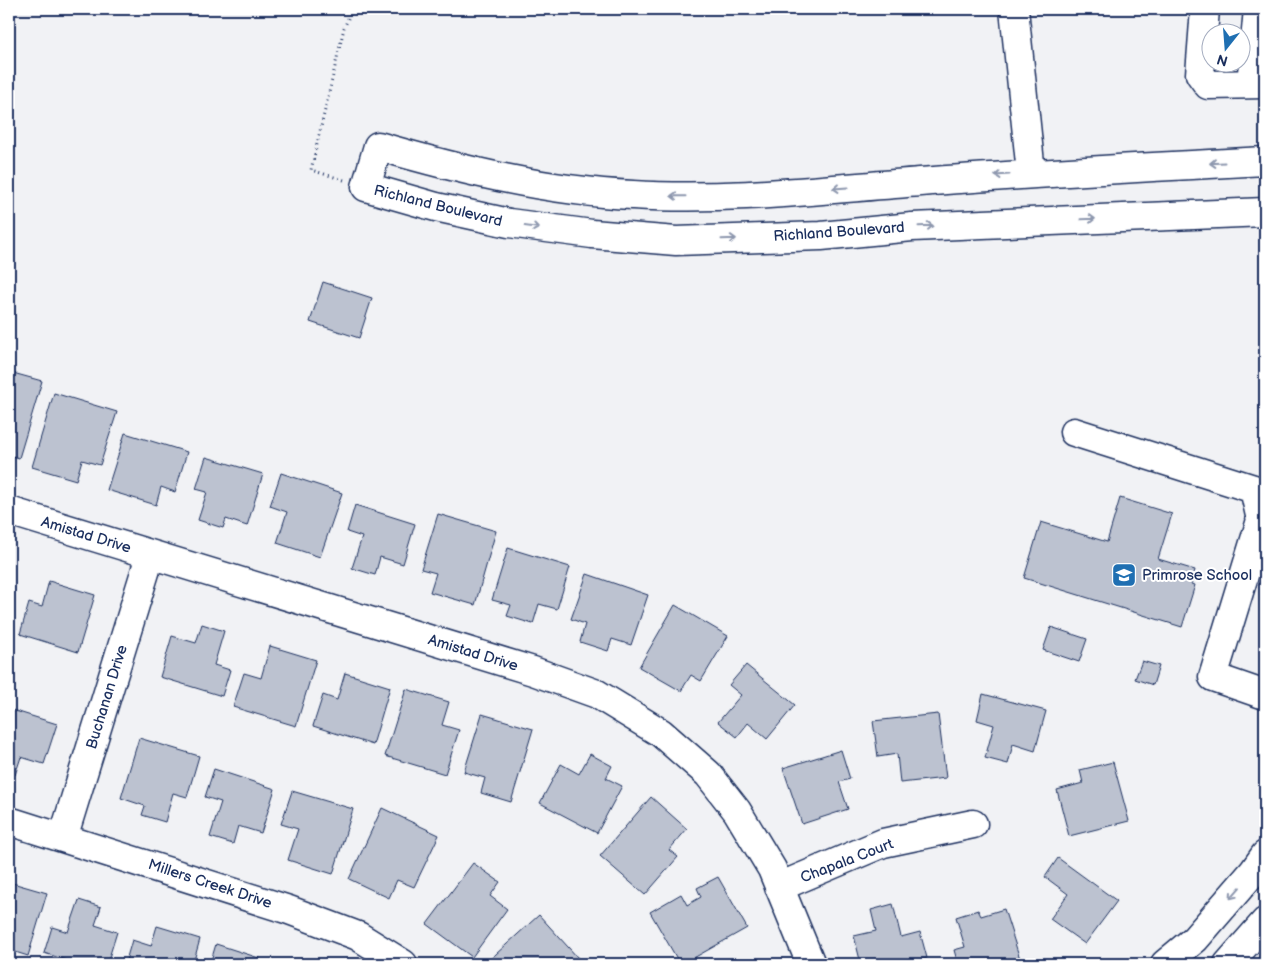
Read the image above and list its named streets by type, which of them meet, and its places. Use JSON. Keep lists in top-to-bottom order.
{
  "streets": {
    "street": [
      "Richland Boulevard",
      "Amistad Drive",
      "Buchanan Drive",
      "Chapala Court",
      "Millers Creek Drive"
    ]
  },
  "crossings": [
    ["Amistad Drive", "Buchanan Drive"],
    ["Amistad Drive", "Chapala Court"],
    ["Buchanan Drive", "Millers Creek Drive"]
  ],
  "places": {
    "school or university": ["Primrose School"]
  },
  "north": "bottom"
}
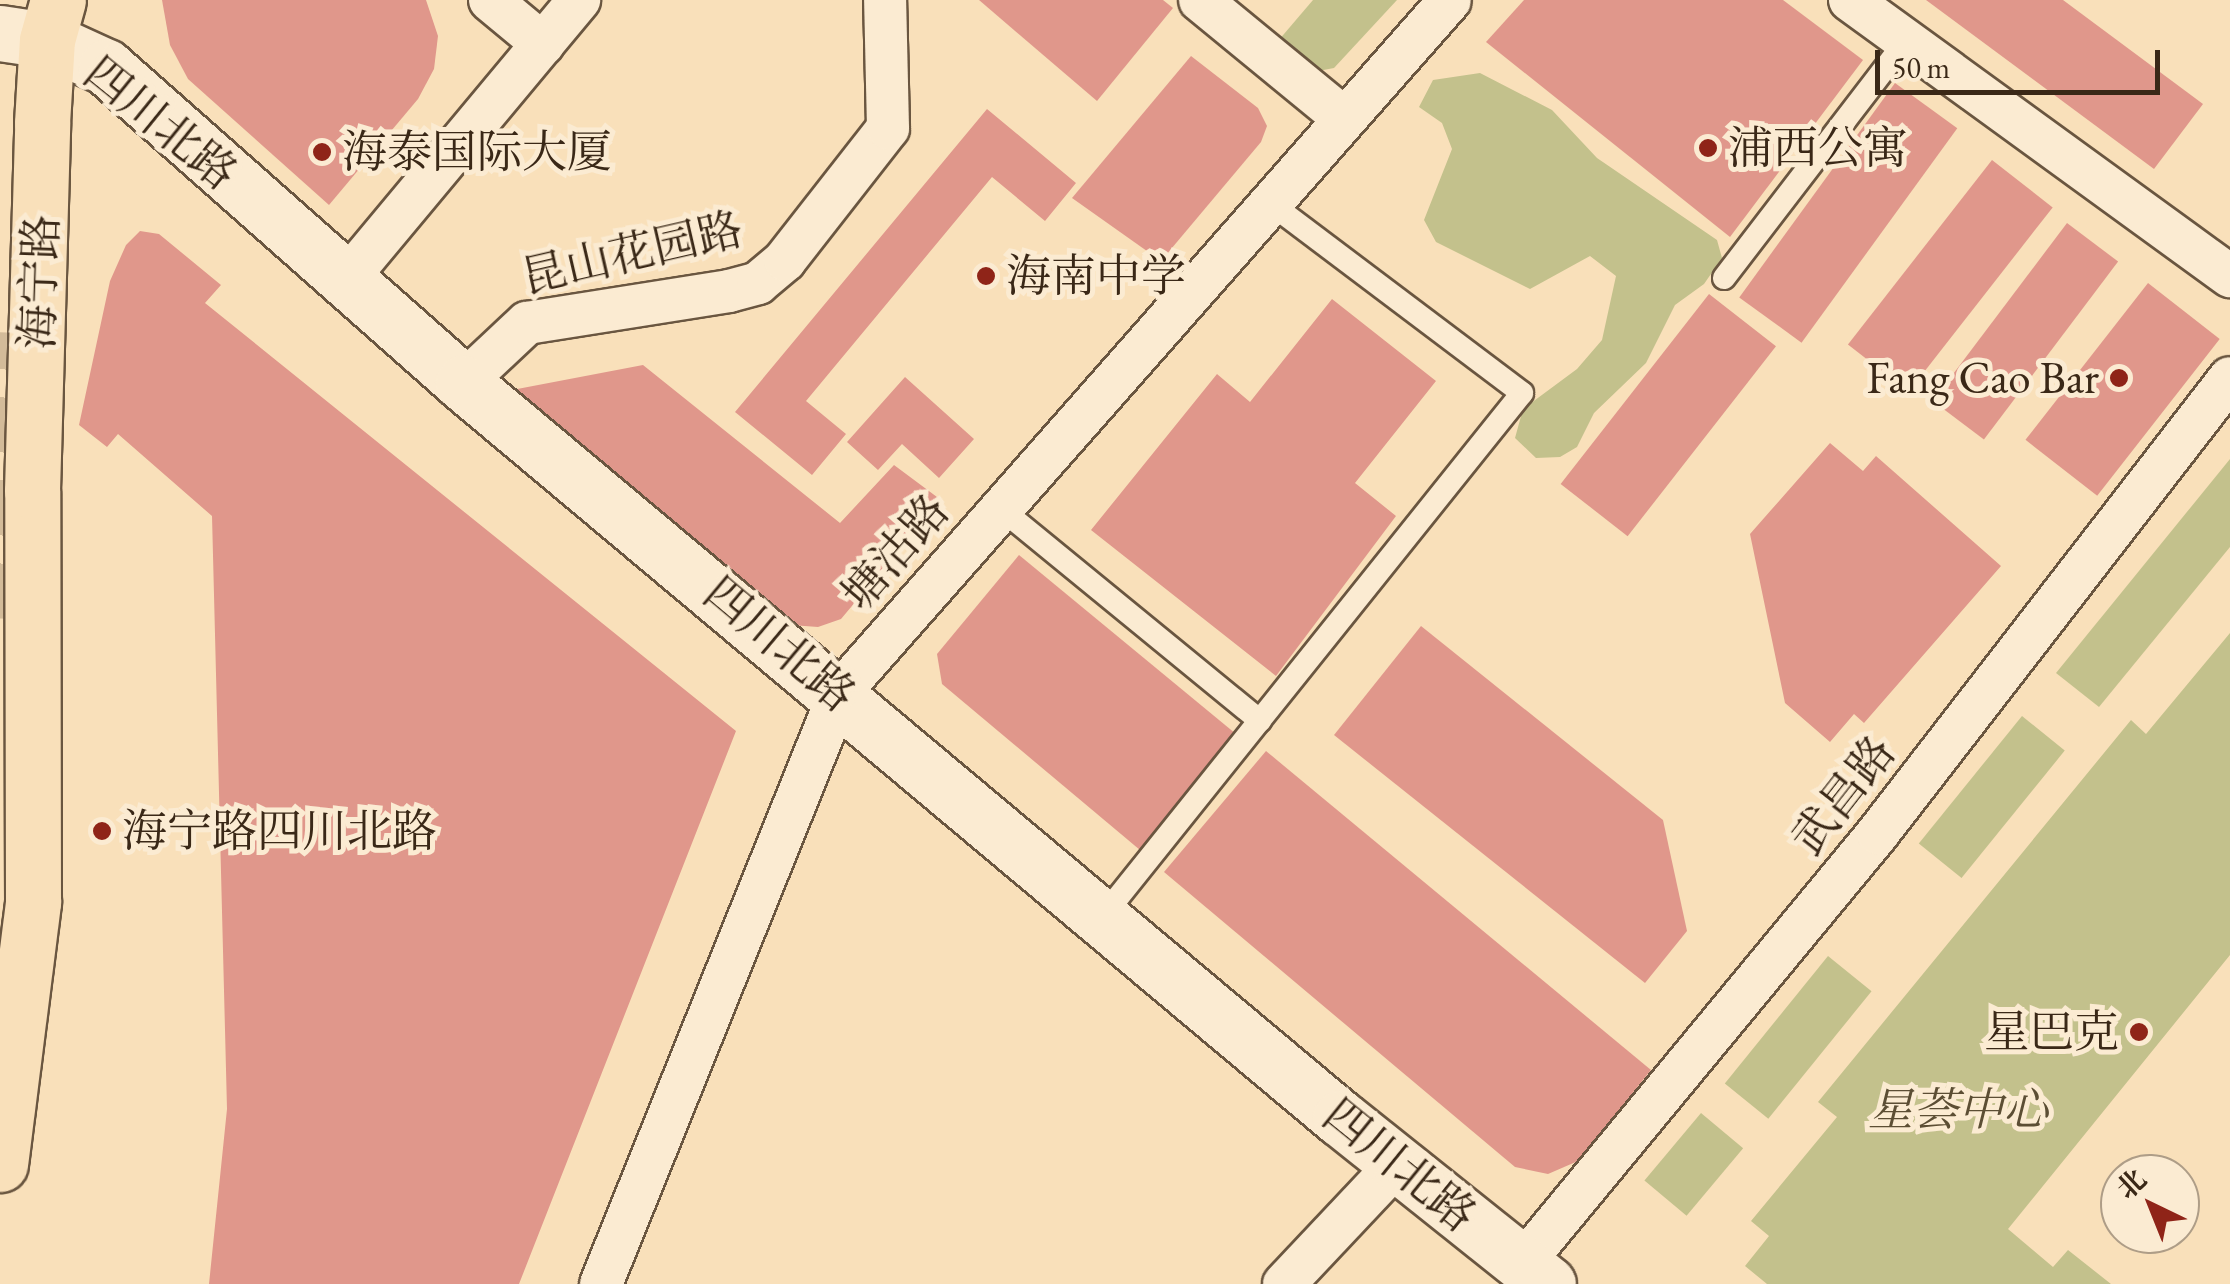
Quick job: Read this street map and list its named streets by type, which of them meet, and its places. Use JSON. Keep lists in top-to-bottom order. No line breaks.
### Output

- - -

§ What is being asked:
Each line from the one containing "Quick job: Read" to the last line of the material above should be reproduced word for word, with nothing added.

§ Written answer:
Quick job: Read this street map and list its named streets by type, which of them meet, and its places. Use JSON. Keep lists in top-to-bottom order. No line breaks.
### Output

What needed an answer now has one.